Strategic Questions in Food and Beverage Management by Roy C Wood
Author:Roy C Wood
Language: eng
Format: epub
Publisher: Taylor and Francis
CHAPTER
6 Is food an art form? Pretentiousness and pomposity in cookery
As indicated in the Author’s Preface this chapter remains the least changed from the first edition of Strategic Questions in Food and Beverage Management. The main reason for this is that whereas, with the growth of the Internet, one can find online myriad journalistic contributions addressing to various degrees the chapter’s question, these do not in the most part add anything new in terms of content. In the field of hospitality management/food and beverage management whether food is an art form attracts at best cursory attention. Given the claims made for food as art by celebrity chefs, food journalists and miscellaneous hangers-on, this is perhaps surprising. At the same time, and as was articulated in the original chapter and is again here, to understand the issues to any depth of adequacy requires a certain amount of immersion in debates found in the disciplines of art history and analysis (in recent times a number of tourism scholars have sought to explore tourism/art relationships, succeeding for the most part only in demonstrating their ignorance of the second).

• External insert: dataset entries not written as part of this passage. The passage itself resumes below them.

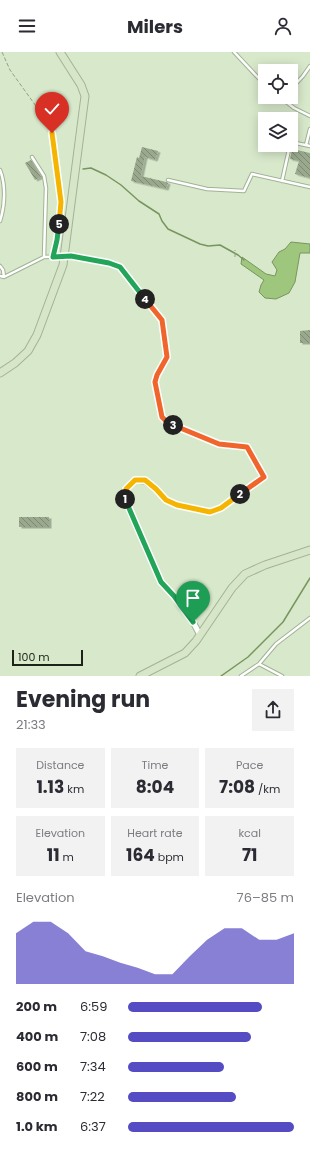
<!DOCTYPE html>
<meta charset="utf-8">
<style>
:root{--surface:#fff;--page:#f2f2f3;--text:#2b2b33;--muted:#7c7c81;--accent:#554bc3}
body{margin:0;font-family:Poppins,sans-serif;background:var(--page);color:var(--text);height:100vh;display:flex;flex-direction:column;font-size:15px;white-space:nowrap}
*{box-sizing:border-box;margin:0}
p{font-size:13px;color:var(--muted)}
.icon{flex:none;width:22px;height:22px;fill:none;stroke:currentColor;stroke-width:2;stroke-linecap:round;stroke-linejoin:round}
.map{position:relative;height:624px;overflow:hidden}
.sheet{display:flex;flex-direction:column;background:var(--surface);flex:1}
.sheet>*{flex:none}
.fabs{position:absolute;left:258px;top:12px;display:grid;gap:8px}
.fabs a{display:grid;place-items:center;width:40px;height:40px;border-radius:0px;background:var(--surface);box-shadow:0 2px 10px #0003;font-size:20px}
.scale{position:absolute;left:12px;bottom:10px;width:71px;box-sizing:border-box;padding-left:4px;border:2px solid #1d2318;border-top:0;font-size:11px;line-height:14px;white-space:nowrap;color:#1d2318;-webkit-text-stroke:3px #d8e9cb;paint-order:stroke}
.pin{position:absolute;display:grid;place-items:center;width:34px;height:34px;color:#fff;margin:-41px -17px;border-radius:50% 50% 50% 0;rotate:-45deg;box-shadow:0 0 4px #0007}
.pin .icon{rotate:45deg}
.km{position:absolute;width:20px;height:20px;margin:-10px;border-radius:50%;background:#222;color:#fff;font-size:11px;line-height:20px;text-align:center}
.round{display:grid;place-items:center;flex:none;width:42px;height:42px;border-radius:0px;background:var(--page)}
.summary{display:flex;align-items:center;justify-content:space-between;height:68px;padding:0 16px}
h1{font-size:22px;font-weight:700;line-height:30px}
.stats{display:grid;grid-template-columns:repeat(3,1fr);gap:6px;height:68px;padding:4px 16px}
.stats div{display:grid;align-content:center;border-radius:0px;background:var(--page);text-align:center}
.stats b{font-size:17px;font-weight:700}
.stats small{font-size:11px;font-weight:400}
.stats p{font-size:11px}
.chart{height:112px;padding:8px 16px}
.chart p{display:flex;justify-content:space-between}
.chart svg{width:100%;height:72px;margin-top:4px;fill:var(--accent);opacity:.7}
ul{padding:0 16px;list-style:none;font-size:13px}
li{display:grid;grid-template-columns:64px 48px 1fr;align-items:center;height:30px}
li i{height:10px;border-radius:5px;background:var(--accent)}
header{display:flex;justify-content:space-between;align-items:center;height:52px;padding:0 16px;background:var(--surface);font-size:18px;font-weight:700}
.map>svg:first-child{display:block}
.water{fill:#9fc67d;stroke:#78955f}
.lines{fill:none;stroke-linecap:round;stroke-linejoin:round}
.stream{stroke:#78955f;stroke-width:1.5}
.building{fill:url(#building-back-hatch);filter:url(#shadow)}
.lane-casing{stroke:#a2b296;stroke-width:4.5}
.street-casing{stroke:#a2b296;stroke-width:7}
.secondary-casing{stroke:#a2b296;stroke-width:9}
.path{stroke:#93a089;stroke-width:1;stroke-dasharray:4 2;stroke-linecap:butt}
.lane{stroke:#fff;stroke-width:2.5}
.street{stroke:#fff;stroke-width:5}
.secondary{stroke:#d7e6c8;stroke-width:7}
.split-1-casing{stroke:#fff;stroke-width:8}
.split-2-casing{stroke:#fff;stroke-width:8}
.split-3-casing{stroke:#fff;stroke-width:8}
.split-4-casing{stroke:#fff;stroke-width:8}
.split-5-casing{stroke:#fff;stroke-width:8}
.split-6-casing{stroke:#fff;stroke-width:8}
.split-1{stroke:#22a559;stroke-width:5}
.split-2{stroke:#f5b400;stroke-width:5}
.split-3{stroke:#f0652b;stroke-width:5}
.split-4{stroke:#f0652b;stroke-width:5}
.split-5{stroke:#22a559;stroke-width:5}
.split-6{stroke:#f5b400;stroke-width:5}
</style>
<header><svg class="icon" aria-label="menu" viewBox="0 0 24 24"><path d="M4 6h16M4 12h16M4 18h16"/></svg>Milers<svg class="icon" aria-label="person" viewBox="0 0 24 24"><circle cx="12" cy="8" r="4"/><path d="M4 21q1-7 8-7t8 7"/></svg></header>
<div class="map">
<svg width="310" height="624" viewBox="0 0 310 624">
<defs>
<pattern id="building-back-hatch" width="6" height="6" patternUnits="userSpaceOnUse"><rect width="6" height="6" fill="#9aa98d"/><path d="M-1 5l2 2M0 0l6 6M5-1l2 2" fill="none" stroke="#7d8972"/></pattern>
<filter id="shadow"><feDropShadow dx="2.5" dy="1.5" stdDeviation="0" flood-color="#0004"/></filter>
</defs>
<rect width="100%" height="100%" fill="#d8e9cb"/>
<path class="water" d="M291 190 310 192V201H300L295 230 289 241 276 247 265 246 259 240 261 233 264 228 241 212 242 205 266 222 275 224 277 218 272 210 279 200 285 197Z"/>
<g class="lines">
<path class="stream" d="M83 117 91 116 106 123 121 133 139 149 159 162 162 169 168 177 200 192 208 194 220 193 238 203 244 208
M221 624 248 605 283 570 310 526"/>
</g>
<path class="building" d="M142 95 158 99 155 108 145 105 141 124 166 130 168 131 166 137 131 129 137 105 139 106Z
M292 97 310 101V126L295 122 299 109 290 107Z
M31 108 41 125 35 128 25 111Z
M310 278V291H300V279Z
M19 465H49V475H19Z"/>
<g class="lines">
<defs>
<path id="lane" d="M234 0 265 33
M291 37 303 24 310 14
M280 45 294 56 310 64
M291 90 310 94
M306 93 310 77
M32 105 44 124 46 136 44 205
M0 118C6 133 5 154 0 169
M168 128 207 137 244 139 252 122 310 135
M282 129 290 93
M0 214 3 218 4 225
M0 224 4 225 44 205 71 204 109 211 120 215 162 268 167 305 157 323 155 330 162 365 167 370 219 392 247 395 264 424
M259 612 276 592 310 566
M241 624 259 612 282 624"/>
<path id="street" d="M200 583 193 570 174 544 161 530 125 448 126 437 135 428 145 429 156 437 166 448 177 453 210 460 221 456 264 425"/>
<path id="secondary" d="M0 321 15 311 28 299 37 283 63 213 85 44 81 33 60 0
M140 624 185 601 196 589 232 536 245 522 265 513 310 498"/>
</defs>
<use href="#lane" class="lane-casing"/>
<use href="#street" class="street-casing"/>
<use href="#secondary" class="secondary-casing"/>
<path class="path" d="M2 0 10 18 46 68 52 81 61 150 57 188 54 201
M235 205V198"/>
<use href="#lane" class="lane"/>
<use href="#street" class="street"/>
<use href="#secondary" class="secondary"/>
</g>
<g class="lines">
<defs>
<path id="split-1" d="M125 447 161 530 174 544 193 570"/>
<path id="split-2" d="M125 447 126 437 135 428H145L156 437 166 448 177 453 210 460 221 456 240 442"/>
<path id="split-3" d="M173 373 219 392 247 395 264 425 240 442"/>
<path id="split-4" d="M145 247 162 268 167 305 157 323 155 330 162 365 167 370 173 373"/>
<path id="split-5" d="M59 172 57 188 53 205 71 204 109 211 120 215 145 247"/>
<path id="split-6" d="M52 81 61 150 59 172"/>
</defs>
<use href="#split-1" class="split-1-casing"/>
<use href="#split-2" class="split-2-casing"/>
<use href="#split-3" class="split-3-casing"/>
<use href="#split-4" class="split-4-casing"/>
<use href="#split-5" class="split-5-casing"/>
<use href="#split-6" class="split-6-casing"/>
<use href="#split-1" class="split-1"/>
<use href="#split-2" class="split-2"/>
<use href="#split-3" class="split-3"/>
<use href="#split-4" class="split-4"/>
<use href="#split-5" class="split-5"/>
<use href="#split-6" class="split-6"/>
</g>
</svg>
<div class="fabs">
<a><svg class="icon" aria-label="locate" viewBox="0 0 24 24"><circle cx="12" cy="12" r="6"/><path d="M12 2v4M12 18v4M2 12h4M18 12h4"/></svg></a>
<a><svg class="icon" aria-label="layers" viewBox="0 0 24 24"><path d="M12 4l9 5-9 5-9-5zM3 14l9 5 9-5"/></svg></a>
</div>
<div class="scale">100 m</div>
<div class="pin" style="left:193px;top:570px;background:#1e9e55"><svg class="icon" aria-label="arrive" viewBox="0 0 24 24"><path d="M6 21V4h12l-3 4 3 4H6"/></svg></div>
<div class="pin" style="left:52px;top:81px;background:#d93025"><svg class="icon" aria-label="check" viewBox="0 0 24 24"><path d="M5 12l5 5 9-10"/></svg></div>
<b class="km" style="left:125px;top:447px">1</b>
<b class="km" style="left:240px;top:442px">2</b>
<b class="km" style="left:173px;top:373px">3</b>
<b class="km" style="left:145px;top:247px">4</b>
<b class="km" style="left:59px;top:172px">5</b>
</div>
<section class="sheet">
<div class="summary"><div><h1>Evening run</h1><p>21:33</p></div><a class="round"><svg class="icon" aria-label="share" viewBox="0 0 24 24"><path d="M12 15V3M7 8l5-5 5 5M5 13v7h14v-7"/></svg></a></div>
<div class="stats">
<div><p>Distance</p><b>1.13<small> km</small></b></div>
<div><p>Time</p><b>8:04</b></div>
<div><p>Pace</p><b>7:08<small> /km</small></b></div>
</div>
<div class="stats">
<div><p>Elevation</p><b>11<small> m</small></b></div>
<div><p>Heart rate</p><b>164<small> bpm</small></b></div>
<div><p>kcal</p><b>71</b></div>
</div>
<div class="chart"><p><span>Elevation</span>76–85 m</p>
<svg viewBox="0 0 160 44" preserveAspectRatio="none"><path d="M0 44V13L10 6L20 6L30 13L40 24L50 27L60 31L70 34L80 38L90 38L100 27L110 17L120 10L130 10L140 17L150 17L160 13V44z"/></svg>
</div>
<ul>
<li><b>200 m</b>6:59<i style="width:81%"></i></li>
<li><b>400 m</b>7:08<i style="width:74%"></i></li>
<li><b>600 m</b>7:34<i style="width:58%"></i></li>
<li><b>800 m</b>7:22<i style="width:65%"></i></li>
<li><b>1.0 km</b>6:37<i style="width:100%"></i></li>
</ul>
</section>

Further academic enquiry into whether food is an art form has also been limited, confined mainly to the discipline of philosophy. Here, additional commentary has largely constituted responses to the work of Telfer whose 1996 book, Food for Thought: Philosophy and Food, was, at the time of writing the original chapter, perhaps the most comprehensive consideration of the ‘Is food an art form’ question. A number of responses to her work have been questioning of Telfer, often in terms of disputed questions of philosophical method. Some have sought more indirect approaches to the ‘is food an art form’ question. An effort has been made to capture the essence of these contributions in a short new section. Elsewhere, some new references have been added and commented upon and, in places, the text has been ‘tidied up’.